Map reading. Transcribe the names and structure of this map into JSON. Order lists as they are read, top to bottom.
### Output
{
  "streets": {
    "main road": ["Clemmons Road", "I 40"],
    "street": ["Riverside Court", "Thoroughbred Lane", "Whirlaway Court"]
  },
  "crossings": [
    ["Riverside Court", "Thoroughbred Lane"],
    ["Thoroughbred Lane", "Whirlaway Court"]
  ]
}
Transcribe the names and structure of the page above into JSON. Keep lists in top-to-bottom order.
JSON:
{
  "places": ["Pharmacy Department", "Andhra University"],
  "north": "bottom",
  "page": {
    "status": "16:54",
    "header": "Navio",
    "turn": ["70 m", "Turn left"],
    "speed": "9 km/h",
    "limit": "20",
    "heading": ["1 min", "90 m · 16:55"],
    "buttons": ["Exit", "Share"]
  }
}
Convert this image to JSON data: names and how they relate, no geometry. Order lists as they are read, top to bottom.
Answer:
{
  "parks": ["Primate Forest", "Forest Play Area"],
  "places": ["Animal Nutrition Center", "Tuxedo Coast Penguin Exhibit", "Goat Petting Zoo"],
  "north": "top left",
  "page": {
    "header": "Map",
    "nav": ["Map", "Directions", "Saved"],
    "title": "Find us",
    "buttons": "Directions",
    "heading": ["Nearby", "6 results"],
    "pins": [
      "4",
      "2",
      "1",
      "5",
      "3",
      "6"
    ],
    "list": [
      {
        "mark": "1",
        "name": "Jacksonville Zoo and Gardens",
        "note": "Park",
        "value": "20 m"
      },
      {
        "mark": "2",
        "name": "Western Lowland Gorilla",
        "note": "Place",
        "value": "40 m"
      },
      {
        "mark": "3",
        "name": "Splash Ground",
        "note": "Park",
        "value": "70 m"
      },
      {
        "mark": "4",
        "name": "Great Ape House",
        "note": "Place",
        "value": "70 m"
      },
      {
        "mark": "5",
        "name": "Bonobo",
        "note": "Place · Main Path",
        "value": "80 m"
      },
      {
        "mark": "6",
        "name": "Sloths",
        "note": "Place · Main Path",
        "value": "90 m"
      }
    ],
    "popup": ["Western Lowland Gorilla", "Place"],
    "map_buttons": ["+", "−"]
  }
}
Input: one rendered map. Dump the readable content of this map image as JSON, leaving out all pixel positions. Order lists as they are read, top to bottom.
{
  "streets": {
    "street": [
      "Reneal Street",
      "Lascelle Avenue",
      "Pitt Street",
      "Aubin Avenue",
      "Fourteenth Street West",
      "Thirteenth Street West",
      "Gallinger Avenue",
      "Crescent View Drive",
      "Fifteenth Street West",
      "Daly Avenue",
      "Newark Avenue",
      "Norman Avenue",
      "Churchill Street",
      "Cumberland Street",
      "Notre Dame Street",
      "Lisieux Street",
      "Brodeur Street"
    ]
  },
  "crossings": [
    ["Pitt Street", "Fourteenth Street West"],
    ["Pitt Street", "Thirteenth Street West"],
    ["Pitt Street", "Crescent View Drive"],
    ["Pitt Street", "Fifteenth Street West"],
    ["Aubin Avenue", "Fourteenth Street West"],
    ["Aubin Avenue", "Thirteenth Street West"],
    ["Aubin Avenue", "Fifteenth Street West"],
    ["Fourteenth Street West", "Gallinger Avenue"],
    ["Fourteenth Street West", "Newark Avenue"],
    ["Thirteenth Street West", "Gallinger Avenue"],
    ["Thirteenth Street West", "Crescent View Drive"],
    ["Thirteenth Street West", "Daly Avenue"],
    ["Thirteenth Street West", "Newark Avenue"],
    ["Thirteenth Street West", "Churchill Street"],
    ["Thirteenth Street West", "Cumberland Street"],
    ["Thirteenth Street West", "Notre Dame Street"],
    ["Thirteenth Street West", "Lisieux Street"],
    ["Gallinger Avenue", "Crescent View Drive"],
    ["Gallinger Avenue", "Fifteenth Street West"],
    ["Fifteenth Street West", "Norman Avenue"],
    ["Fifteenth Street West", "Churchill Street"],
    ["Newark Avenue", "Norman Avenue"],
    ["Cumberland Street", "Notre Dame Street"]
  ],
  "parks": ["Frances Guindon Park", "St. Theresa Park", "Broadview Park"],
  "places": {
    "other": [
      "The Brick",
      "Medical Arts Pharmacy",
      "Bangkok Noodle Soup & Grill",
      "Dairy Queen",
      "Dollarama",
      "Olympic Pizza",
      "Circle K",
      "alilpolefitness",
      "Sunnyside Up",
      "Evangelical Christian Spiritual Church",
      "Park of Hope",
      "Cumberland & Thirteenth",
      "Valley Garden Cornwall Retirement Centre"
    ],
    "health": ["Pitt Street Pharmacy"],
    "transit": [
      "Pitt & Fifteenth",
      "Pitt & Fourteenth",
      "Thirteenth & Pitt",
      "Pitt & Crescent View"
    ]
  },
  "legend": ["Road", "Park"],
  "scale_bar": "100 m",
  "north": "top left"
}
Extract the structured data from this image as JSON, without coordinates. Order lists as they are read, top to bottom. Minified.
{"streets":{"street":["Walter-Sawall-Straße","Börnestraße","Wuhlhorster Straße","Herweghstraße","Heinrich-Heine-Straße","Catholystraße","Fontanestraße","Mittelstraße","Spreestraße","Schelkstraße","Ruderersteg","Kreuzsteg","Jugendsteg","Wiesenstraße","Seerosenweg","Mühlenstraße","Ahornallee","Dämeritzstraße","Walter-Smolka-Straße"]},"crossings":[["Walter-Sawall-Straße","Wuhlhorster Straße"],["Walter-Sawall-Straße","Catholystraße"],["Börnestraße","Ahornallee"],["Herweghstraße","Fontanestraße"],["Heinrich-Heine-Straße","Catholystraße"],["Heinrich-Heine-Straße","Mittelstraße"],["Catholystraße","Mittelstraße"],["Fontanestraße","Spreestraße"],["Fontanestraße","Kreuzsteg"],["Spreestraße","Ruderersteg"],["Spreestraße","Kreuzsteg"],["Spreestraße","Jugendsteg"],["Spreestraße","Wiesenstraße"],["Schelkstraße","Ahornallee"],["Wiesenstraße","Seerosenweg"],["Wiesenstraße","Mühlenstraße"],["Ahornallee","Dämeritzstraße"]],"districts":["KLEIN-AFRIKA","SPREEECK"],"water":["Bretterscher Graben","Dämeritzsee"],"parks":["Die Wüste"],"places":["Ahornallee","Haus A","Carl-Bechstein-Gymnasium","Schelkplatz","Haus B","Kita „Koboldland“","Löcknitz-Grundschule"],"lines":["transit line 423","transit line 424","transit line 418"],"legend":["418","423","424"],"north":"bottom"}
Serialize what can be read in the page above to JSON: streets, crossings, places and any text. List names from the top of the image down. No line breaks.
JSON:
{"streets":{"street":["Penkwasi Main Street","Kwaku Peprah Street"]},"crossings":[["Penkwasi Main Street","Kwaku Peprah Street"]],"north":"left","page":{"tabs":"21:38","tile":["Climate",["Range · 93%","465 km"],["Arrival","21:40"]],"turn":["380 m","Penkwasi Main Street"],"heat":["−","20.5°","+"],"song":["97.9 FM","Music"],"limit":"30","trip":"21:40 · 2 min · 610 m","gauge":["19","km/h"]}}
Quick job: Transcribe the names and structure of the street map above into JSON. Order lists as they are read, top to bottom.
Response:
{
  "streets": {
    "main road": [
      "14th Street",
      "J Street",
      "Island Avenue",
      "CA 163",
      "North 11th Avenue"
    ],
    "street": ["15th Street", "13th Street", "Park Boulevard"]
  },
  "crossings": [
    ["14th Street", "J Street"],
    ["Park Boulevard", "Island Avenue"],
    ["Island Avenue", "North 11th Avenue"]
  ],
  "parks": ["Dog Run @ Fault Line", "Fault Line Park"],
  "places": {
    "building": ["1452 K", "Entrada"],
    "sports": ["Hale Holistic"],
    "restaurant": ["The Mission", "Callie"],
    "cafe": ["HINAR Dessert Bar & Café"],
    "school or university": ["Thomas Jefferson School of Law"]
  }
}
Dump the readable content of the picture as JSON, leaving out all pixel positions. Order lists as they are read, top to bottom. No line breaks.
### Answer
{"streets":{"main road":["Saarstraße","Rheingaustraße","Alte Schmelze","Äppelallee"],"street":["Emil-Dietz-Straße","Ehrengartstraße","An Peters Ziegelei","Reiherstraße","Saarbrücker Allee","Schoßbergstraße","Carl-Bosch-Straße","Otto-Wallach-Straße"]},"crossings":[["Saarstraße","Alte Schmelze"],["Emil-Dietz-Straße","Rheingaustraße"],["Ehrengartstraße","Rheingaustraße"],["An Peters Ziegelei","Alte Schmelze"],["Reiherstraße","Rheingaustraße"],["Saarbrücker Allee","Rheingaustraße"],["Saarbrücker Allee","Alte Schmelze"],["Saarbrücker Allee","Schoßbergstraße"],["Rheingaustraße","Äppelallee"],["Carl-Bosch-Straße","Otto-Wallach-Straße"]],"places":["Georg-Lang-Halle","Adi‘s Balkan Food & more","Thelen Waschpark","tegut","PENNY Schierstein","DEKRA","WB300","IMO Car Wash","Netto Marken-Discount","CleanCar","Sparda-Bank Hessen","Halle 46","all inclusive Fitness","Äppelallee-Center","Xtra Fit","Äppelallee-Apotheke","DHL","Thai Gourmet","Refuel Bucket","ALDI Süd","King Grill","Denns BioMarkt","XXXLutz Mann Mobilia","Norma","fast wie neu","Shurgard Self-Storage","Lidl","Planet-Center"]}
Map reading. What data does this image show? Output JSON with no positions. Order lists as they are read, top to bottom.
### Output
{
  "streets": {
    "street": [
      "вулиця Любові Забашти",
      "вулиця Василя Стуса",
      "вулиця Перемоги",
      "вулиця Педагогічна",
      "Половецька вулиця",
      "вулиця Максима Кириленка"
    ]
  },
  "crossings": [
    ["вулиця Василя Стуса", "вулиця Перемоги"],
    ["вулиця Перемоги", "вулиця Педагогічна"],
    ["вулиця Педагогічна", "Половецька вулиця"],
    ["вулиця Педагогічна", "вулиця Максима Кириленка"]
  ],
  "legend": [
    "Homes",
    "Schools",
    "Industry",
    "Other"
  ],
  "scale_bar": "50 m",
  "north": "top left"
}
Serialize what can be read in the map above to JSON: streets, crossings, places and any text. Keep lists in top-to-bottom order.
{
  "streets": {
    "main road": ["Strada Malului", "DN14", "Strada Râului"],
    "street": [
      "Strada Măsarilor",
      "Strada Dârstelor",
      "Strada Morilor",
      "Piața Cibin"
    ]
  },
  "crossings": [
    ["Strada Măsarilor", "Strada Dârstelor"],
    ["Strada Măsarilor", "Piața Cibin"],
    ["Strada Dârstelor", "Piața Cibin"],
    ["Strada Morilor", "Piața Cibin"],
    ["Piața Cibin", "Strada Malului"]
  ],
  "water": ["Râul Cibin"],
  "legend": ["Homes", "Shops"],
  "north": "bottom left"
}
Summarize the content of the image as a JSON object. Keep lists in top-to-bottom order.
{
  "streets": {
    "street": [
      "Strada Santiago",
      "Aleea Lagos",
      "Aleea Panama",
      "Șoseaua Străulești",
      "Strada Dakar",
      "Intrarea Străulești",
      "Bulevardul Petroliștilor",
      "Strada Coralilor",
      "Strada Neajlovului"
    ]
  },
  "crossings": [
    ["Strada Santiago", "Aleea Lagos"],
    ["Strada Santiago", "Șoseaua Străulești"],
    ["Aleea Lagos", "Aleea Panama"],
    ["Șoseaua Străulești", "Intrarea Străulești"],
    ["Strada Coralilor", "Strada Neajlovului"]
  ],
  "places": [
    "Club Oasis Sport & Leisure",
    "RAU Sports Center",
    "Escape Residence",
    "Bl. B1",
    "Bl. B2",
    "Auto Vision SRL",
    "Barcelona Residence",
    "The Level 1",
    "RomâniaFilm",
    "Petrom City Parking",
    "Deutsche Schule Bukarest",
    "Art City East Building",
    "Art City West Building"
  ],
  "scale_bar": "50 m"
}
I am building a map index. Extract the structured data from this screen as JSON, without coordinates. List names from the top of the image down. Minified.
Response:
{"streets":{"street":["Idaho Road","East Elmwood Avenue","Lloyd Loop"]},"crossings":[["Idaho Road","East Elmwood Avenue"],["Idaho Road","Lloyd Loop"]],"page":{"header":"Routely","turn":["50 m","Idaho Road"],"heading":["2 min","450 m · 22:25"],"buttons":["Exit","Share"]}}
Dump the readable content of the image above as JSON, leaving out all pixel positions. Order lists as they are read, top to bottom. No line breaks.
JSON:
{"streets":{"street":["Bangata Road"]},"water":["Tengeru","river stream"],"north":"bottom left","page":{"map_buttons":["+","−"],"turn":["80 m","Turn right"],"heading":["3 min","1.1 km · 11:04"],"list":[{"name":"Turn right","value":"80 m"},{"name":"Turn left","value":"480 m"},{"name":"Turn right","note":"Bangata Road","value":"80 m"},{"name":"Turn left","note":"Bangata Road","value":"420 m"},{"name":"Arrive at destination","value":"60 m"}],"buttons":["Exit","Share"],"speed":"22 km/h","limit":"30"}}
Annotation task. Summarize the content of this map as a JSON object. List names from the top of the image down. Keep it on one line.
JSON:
━━━━━━
**The task**
Scan the records above for the lines holding "Quick job: Transcribe" and "Dump the readable content of the picture". Transcribe those two and every line between them word for word, and no others.

**Reply to the task**
Quick job: Transcribe the names and structure of the street map above into JSON. Order lists as they are read, top to bottom.
Response:
{
  "streets": {
    "main road": [
      "14th Street",
      "J Street",
      "Island Avenue",
      "CA 163",
      "North 11th Avenue"
    ],
    "street": ["15th Street", "13th Street", "Park Boulevard"]
  },
  "crossings": [
    ["14th Street", "J Street"],
    ["Park Boulevard", "Island Avenue"],
    ["Island Avenue", "North 11th Avenue"]
  ],
  "parks": ["Dog Run @ Fault Line", "Fault Line Park"],
  "places": {
    "building": ["1452 K", "Entrada"],
    "sports": ["Hale Holistic"],
    "restaurant": ["The Mission", "Callie"],
    "cafe": ["HINAR Dessert Bar & Café"],
    "school or university": ["Thomas Jefferson School of Law"]
  }
}
Dump the readable content of the picture as JSON, leaving out all pixel positions. Order lists as they are read, top to bottom. No line breaks.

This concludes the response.